*DIRECTIONS*
Tally the lines in the listing below that contain the string "none", and state only the total.

*RECORD SET*
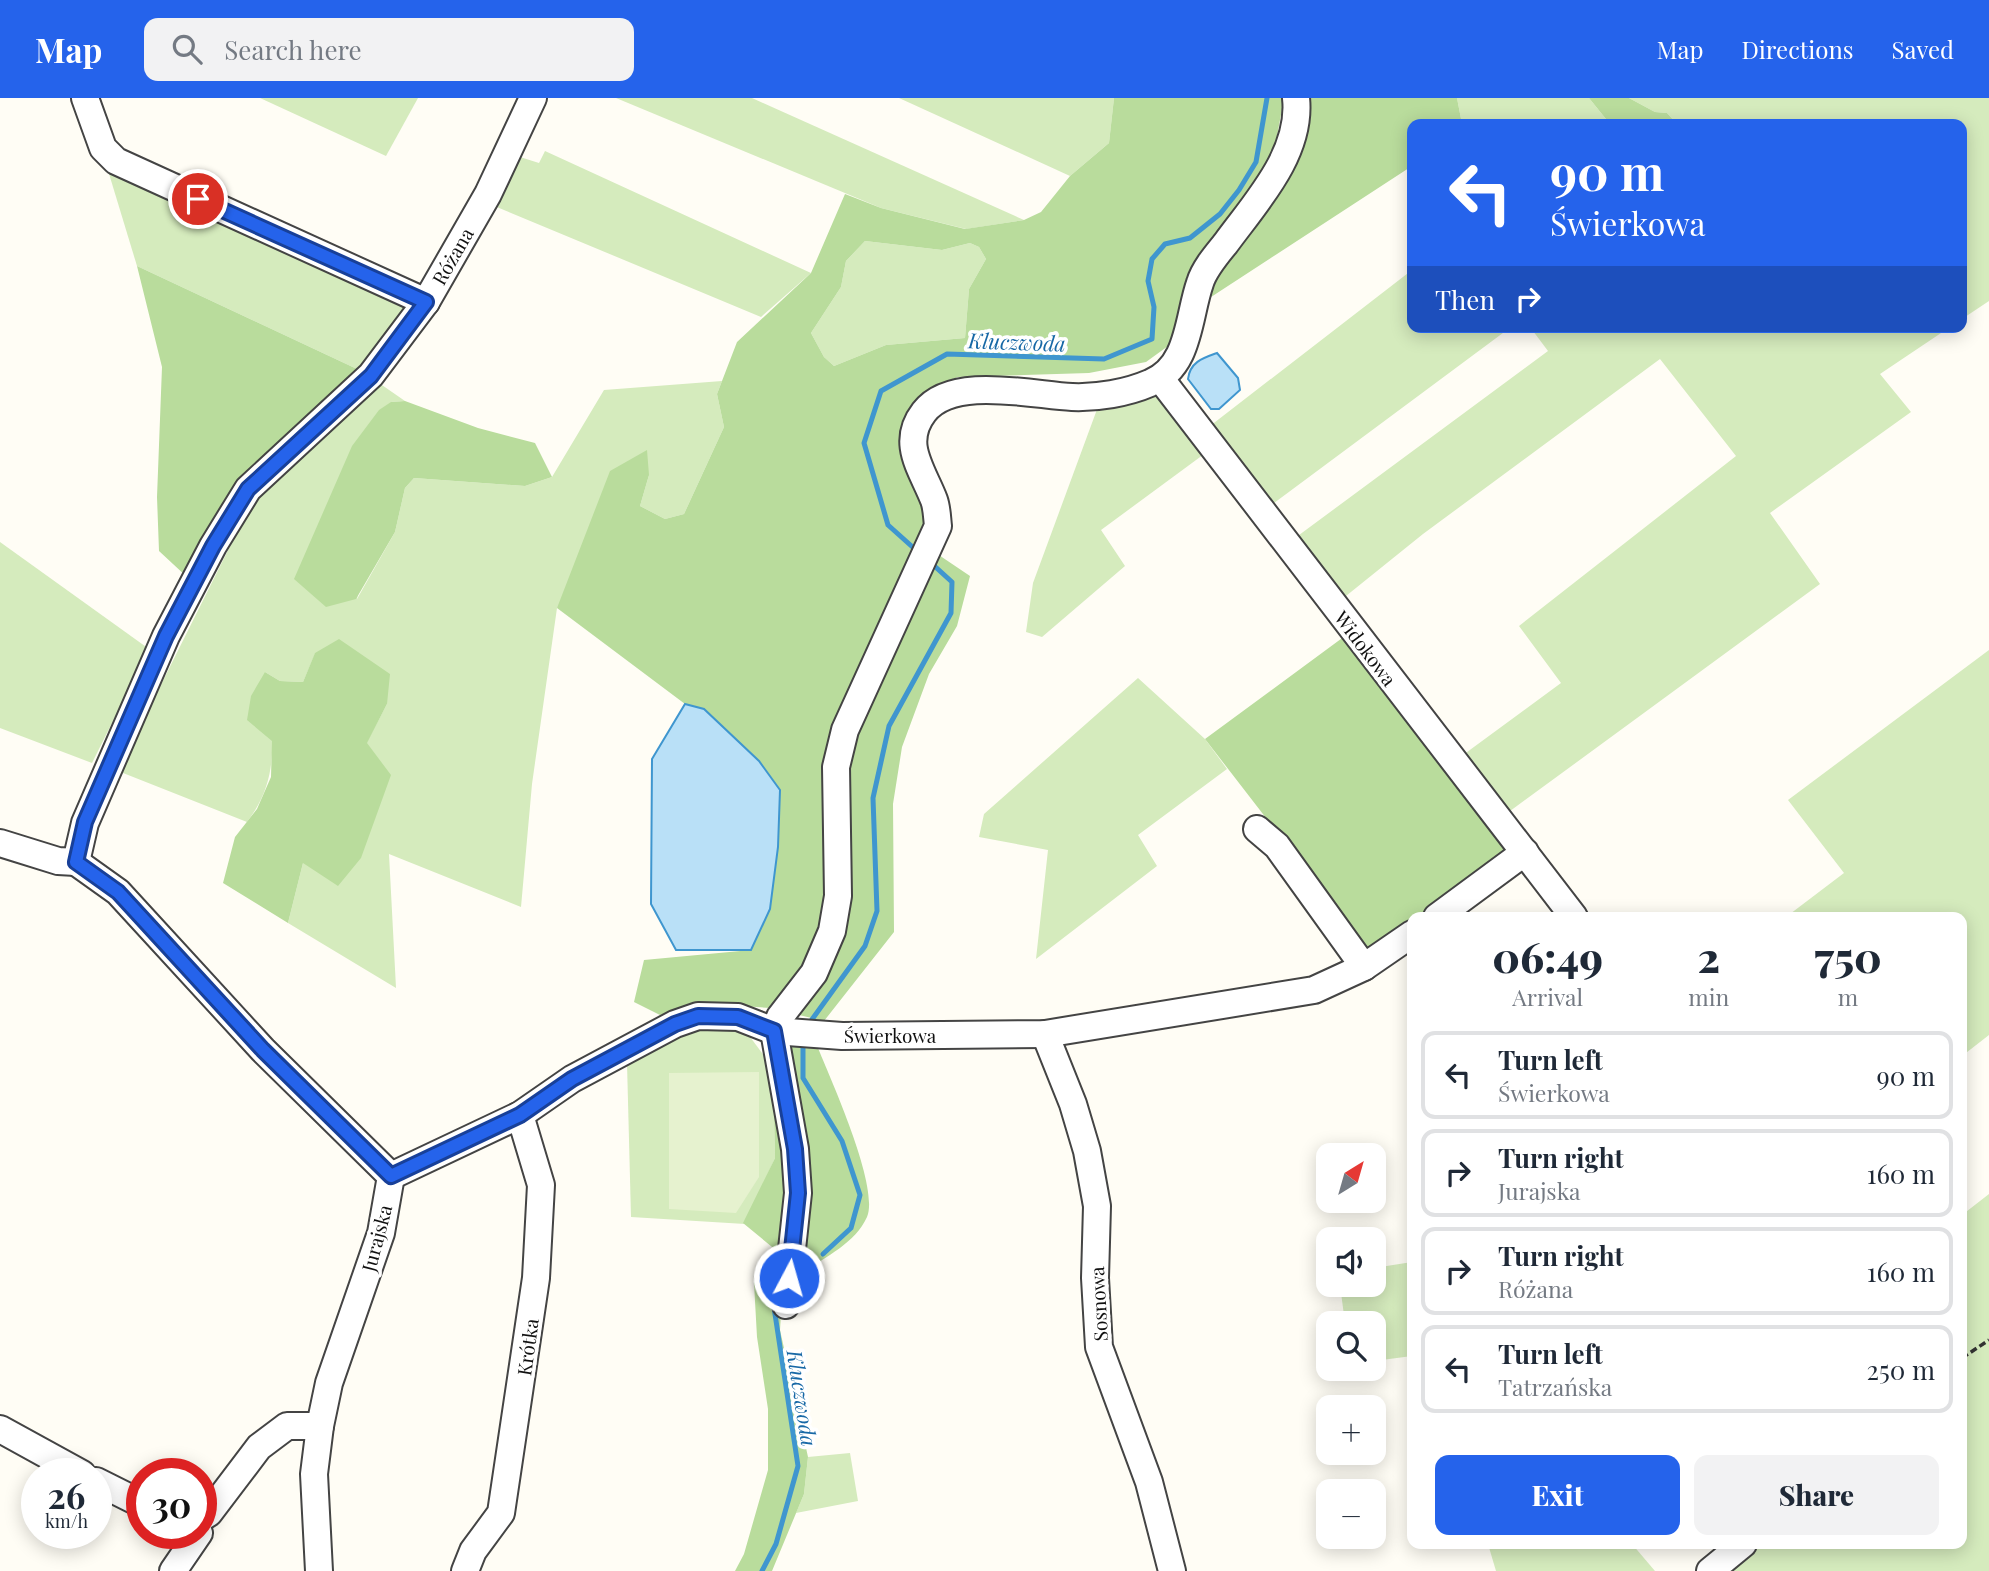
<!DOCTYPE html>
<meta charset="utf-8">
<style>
:root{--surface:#fff;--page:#f2f2f3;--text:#1f2937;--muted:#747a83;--line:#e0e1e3;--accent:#2563eb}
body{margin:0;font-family:"Playfair Display",serif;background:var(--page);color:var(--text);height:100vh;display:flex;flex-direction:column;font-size:26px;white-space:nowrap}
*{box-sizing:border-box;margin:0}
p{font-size:23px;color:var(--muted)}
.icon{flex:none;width:38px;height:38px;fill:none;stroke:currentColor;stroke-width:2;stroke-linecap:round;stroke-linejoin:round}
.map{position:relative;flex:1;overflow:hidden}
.sheet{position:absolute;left:1407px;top:814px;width:560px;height:637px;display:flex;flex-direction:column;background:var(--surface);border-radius:14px;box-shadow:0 4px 18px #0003}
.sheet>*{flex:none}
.guide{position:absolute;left:1407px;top:21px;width:560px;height:214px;border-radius:14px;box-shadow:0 4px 18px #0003;background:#2563eb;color:#fff;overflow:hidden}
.needle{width:46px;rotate:37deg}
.tools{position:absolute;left:1316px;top:1045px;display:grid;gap:14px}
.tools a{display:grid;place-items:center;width:70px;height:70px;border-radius:14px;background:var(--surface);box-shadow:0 4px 18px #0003;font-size:35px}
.speed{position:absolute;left:21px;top:1360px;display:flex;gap:14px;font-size:35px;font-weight:700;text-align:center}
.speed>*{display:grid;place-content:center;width:91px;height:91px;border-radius:50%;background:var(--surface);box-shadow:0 4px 18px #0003;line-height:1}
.speed small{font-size:18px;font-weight:400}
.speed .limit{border:10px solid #d22;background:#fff;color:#111}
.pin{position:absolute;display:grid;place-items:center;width:60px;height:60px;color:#fff;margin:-30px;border:4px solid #fff;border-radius:50%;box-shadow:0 2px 7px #0007}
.me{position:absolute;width:77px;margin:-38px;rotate:6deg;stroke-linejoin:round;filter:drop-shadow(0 0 5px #0008)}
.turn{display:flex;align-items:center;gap:24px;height:147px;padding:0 28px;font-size:32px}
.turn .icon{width:91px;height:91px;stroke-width:2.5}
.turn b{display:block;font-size:49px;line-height:60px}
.then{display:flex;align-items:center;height:66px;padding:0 28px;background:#0003;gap:14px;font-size:26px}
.eta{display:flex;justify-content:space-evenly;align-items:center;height:119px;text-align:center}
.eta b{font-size:42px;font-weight:800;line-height:49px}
.cta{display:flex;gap:14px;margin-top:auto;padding:14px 28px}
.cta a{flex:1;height:80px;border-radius:14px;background:var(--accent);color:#fff;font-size:28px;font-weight:800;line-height:80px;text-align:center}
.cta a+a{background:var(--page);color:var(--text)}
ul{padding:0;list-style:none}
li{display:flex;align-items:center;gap:21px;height:88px;margin:0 14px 10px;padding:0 14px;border:4px solid var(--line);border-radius:14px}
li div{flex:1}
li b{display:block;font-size:26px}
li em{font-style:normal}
header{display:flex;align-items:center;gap:42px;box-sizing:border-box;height:98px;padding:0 35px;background:var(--accent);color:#fff}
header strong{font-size:33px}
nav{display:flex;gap:38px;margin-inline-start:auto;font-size:24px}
.search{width:490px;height:63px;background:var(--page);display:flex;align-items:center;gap:18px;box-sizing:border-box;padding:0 24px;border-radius:14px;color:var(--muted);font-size:26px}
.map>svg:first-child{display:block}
</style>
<header>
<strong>Map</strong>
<div class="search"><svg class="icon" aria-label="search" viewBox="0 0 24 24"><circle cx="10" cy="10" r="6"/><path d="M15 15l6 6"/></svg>Search here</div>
<nav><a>Map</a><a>Directions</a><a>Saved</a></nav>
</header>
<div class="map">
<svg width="1989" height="1473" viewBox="0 0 1989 1473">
<rect width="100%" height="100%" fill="#fffdf5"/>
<g fill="#d5ebbd">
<polygon points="260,0 418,0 386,58"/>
<polygon points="616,0 752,0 1024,122 966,131 881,110"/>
<polygon points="899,0 1114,0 1109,45 1070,78"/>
<polygon points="1457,0 1589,0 1610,26 1462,26"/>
<polygon points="1629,0 1989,0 1989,203 1962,221 1962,26 1677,26 1667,15 1655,14"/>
<polygon points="545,53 811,175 761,219 492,107 520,59 539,65"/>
<polygon points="103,56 412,205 357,271 137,168"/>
<polygon points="865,143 942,152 970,145 979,149 986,161 969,191 965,240 886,247 834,268 824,259 811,235 841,189 846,163"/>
<polygon points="1412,172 1412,229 1511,229 1270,408 1210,328"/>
<polygon points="1530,229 1950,229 1880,276 1911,314 1770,415 1820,486 1506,716 1463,657 1561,585 1519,528 1736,358 1660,261 1423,436 1341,502 1295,440 1548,253"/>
<path d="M722,283l-5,13 7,33 -40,87 -19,5 -25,-13 9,-31 -92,133 -25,176 -11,123 -132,-53 7,134 -108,-65 15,-60 84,-159 -72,-50 -12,28 -23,-1 -15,-9c6,56 19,102 -18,150l-129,-51 137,-275 72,-61 52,-52 26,18 -14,1 -34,197 38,-67 10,-44 9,-10 111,8 27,-9 52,-87z"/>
<polygon points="1154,292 1211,351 1101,432 1125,468 1042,539 1026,534 1033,485 1099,306"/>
<polygon points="0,444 149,551 92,665 0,630"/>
<polygon points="1989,552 1989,937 1962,958 1962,819 1786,819 1844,775 1788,702"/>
<polygon points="1138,580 1205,641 1227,671 1138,737 1157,768 1036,861 1048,752 979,739 984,716"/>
<polygon points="689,929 745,932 773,970 775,1060 745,1126 631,1119 627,965"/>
<polygon points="1989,1096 1989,1473 1714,1473 1746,1446 1962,1446 1962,1117"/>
<polygon points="1412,1164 1412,1258 1374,1263 1374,1225 1345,1225 1340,1187 1374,1186 1374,1170"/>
<polygon points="850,1355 858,1403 796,1415 804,1396 808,1359"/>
<polygon points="1488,1446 1632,1446 1655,1473 1496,1473"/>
</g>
<g fill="#b9dc9c" fill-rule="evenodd">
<path d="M1114,0h170l-11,60 -98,183 -29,21 -57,11 -131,4 -27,10 -16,16 13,108 -7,32 49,33 -13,50 -28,48 -27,73 -9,57 1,128 -70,89 -54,-13 -72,-5 -38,12 -26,-13 10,-42 107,-10 8,-189 -55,-52 -19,-5 -128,-96 53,-137 37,-21 2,25 -9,31 25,13 19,-5 40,-87 -7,-33 20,-52 74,-69 34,-79 36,14 84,21 59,-9 17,-8 29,-36 39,-33zM865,143l77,9 28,-7 9,4 7,12 -17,30 -4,49 -79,7 -52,21 -10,-9 -13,-24 30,-46 5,-26z"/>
<polygon points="1305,0 1457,0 1462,26 1412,26 1412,68 1208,201 1214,175"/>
<polygon points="1589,0 1629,0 1655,14 1667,15 1677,26 1610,26"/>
<polygon points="137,168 357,271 248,379 187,479 159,453 157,399 162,269"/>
<polygon points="405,303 478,330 535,345 552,379 525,388 414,380 405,390 395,434 356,501 326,509 294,481 352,348 379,312 391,304"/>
<polygon points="1349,535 1511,754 1422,819 1412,819 1412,826 1371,856 1205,641"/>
<polygon points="339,541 390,576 387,606 367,645 391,677 361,760 338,788 303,765 288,825 223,785 235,739 257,711 271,679 272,643 247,622 251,598 265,574 280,583 303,584 315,555"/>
<path d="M791,945h25c13,33 64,143 51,174 -12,27 -45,42 -69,58z"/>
<polygon points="773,970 791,1059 780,1232 808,1359 804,1396 772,1473 735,1473 744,1456 768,1372 768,1311 757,1239 754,1185 783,1158 743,1125 775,1060"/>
</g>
<polygon fill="#e6f2cf" points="759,974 759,1079 736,1115 669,1111 669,975"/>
<g fill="#b9e0f7" stroke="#3f96cf" stroke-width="2">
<path d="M1217,255l21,25 2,12 -21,19h-8l-23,-30c2,-17 15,-21 29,-26z"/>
<polygon points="685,606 704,611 759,663 780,692 778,749 770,811 751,852 676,852 651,806 652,661"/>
</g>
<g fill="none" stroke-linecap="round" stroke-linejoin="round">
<g stroke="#3f96cf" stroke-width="5">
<polyline points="917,453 888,427 864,345 881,293 947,256 1104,261 1152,241 1154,209 1148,183 1152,161 1165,146 1190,140 1220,116 1239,92 1256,64 1267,0"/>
<polyline points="808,927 865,848 877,813 873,700 889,628 951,515 952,484 930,464"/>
<polyline points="803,945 803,980 842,1043 860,1097 851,1130 823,1156"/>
<polyline points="762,1473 776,1446 798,1368 770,1183 778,1172"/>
</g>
<defs>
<g id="minor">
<polyline points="85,0 103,50 116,63 426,204"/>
<polyline points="1160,280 1574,819"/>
<polyline points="1257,731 1277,748 1364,869"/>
<polyline points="0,745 58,763 76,764"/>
<polyline points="76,764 85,725 166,538 213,448 248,391 371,277 426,204 488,96 533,0"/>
<polyline points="76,764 118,794 263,952 391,1078"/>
<polyline points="1437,819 1525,754"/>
<polyline points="1045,936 1073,1006 1087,1053 1097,1108 1095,1180 1099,1249 1149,1384 1172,1473"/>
<polyline points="391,1078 520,1017 572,981 675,926 698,918 738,919 774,933 842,938 1045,936 1314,892 1364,869 1412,836"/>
<path d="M786,1207l12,-112 -3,-44 -21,-118 6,-14 34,-44 18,-42 6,-35 -2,-129 9,-37 93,-204c-1,-8 -1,-18 -4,-26 -12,-31 -34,-57 -10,-88 28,-37 108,-17 148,-15 25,1 55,-4 78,-14 40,-16 38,-66 50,-100 4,-14 17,-29 26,-40 30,-41 76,-90 70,-145"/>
<polyline points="0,1331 82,1376"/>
<polyline points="96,1383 142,1406"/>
<polyline points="201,1420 209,1415 259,1349 287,1328 320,1328"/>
<polyline points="173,1473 199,1435"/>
<polyline points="319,1473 314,1376 320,1328 329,1285 381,1135 391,1078"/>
<polyline points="465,1473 473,1453 501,1415 536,1180 541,1087 520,1017"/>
<polyline points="1710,1473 1743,1446"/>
</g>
</defs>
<use href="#minor" stroke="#444" stroke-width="30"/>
<polyline stroke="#333" stroke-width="3.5" stroke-dasharray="7 3.5" stroke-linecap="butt" points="1962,1260 1989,1242"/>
<use href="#minor" stroke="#fff" stroke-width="26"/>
</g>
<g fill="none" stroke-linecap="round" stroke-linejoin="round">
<defs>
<polyline id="route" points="198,101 426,204 371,278 248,391 213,448 166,538 85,724 76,764 118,794 263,952 391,1078 520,1017 572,981 675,926 698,918 738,919 774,933 795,1051 798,1095 789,1180"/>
</defs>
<use href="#route" stroke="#184099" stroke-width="18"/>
<use href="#route" stroke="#2563eb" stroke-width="12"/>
</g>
<g text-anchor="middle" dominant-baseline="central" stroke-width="7" stroke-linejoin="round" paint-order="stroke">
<g font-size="19" fill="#111" stroke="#fff">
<text transform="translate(452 158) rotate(-60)">Różana</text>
<text transform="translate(1366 550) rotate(53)">Widokowa</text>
<text x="890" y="937">Świerkowa</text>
<text transform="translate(376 1140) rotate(-75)">Jurajska</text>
<text transform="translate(1098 1206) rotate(-93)">Sosnowa</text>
<text transform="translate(527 1249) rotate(-82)">Krótka</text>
</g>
<g font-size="21" font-style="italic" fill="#1768a6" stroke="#fff">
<text transform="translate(1017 243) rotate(2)">Kluczwoda</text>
<text transform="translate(803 1300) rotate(81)">Kluczwoda</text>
</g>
</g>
</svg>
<div class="tools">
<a><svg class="needle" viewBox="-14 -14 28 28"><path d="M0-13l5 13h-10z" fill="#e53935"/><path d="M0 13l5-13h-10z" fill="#747a83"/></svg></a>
<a><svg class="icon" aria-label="sound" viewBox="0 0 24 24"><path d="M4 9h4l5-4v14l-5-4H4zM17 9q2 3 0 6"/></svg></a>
<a><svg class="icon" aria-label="search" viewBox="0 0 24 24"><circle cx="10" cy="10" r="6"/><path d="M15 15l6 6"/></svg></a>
<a>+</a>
<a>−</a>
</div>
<div class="speed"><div>26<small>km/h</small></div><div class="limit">30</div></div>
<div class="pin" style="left:198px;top:101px;background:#d93025"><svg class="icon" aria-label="arrive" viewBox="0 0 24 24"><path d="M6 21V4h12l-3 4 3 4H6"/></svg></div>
<svg class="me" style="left:789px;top:1180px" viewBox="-20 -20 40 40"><circle r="17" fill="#2563eb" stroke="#fff" stroke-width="3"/><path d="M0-11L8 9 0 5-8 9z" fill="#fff"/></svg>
<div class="guide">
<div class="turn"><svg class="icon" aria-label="left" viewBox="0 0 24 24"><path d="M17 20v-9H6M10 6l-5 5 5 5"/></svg><div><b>90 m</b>Świerkowa</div></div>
<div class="then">Then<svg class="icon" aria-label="right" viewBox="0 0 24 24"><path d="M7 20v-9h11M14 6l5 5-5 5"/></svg></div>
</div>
<section class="sheet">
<div class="eta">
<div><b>06:49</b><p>Arrival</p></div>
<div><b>2</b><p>min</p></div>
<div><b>750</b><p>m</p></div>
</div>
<ul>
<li><svg class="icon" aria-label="left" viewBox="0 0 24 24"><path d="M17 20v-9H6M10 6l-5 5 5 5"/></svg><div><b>Turn left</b><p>Świerkowa</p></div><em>90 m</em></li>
<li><svg class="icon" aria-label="right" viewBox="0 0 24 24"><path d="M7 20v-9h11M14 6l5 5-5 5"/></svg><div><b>Turn right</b><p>Jurajska</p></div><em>160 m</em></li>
<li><svg class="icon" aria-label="right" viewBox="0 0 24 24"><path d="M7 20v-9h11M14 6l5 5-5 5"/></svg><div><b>Turn right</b><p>Różana</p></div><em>160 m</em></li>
<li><svg class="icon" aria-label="left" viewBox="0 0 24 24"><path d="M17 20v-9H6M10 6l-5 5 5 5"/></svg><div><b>Turn left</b><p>Tatrzańska</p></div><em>250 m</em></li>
</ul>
<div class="cta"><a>Exit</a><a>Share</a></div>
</section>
</div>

*RESPONSE AREA*
5